The offset from calendar years means QCOC holders experience a different annual rhythm than January-reset buffer funds. For those holding multiple buffer ETFs (one QCJA for January, one QCOC for October, for instance), the staggered resets can provide diversification of the reset timing risk — rather than all protection restarting at one precise moment annually, resets are distributed.
Hidden costs and structural tradeoffs
QCOC’s expense ratio typically ranges from 0.70% to 1.10%, materially above plain index funds. Over a decade, a 0.9% annual fee cost amounts to roughly 8–9% of total return given out to the fund sponsor rather than kept by the investor. The options overlay, the trading around reset dates, and the manager’s hedging activity all add friction.

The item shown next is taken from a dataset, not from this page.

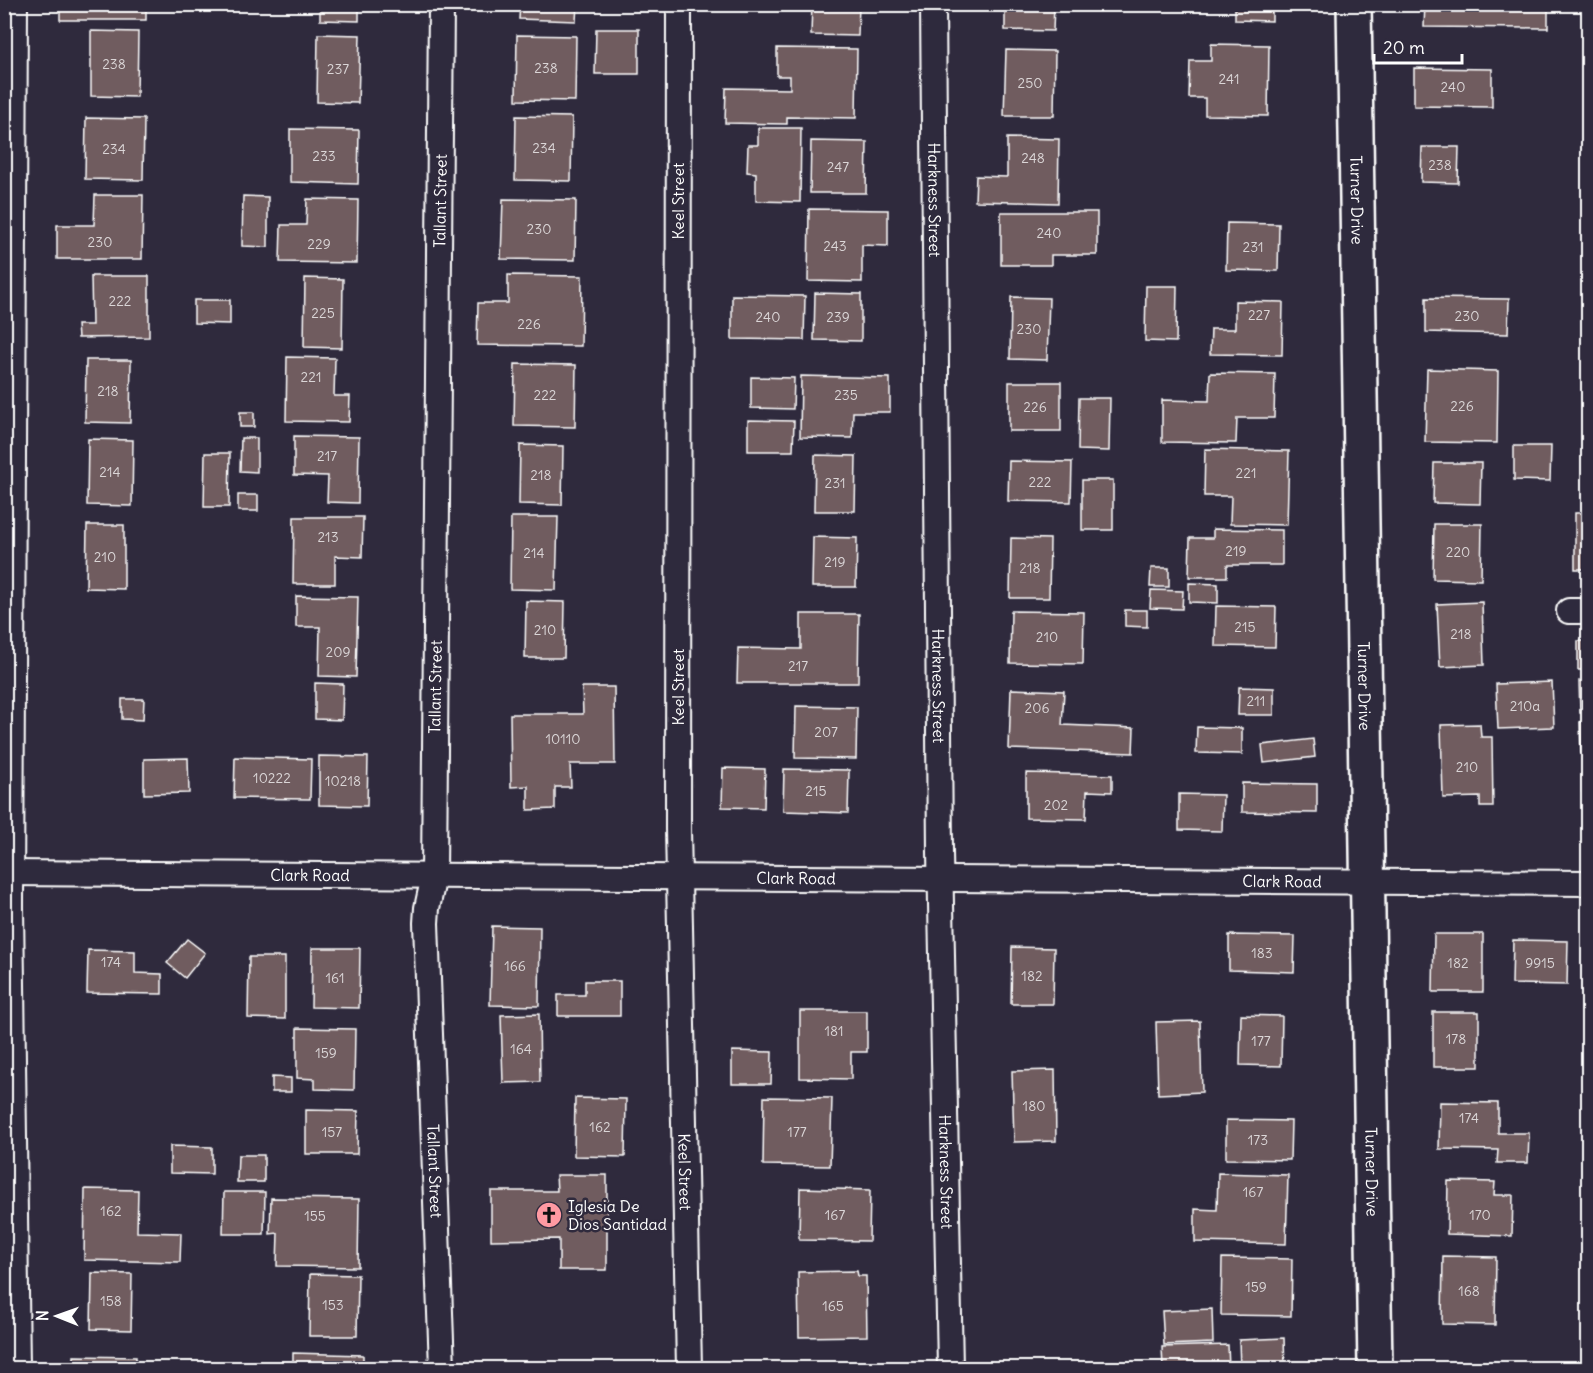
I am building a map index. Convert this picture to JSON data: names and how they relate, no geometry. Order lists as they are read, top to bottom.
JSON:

The bid-ask spread on QCOC is wider than major index ETFs, typically 5–15 basis points, which affects those trading frequently or moving large positions.
Perhaps the most significant hidden cost is the optionality risk. If the Nasdaq-100 rallies sharply just before October 1, the reset happens at a high level. The buffer is then set at a high threshold, and any decline from that peak triggers immediate losses (since the floor is now high). Conversely, if the index has crashed by October 1, the reset happens at a low level, and the buffer is far less protective going forward. The worst time to reset is right after a crash (when you most need protection). The risk of bad reset timing is inherent to any reset-schedule product.
Research and evaluation
Start with the fund’s prospectus and fact sheet, clearly stating the buffer percentage, the upside cap, and the mechanics of reset. QCOC’s website should disclose the current buffer level and how much of the year remains, allowing investors to estimate remaining protection.
Examine QCOC’s performance during specific calendar years, particularly years with October crashes (2008, 2011) or October rallies (2003, 2009) to see how the fund handled reset timing in volatile conditions. Compare five- and ten-year rolling returns of QCOC against the Nasdaq-100 index and against QCJA or other annual-reset buffer alternatives to quantify the advantage or disadvantage of the October timing.
Track the Nasdaq-100’s level relative to the current buffer floor to understand how much downside protection remains. If the index has already fallen within the buffer, further declines will be borne directly by shareholders. Monitor volatility expectations going into October resets; high volatility means wider buffers are priced in, low volatility means narrower protection.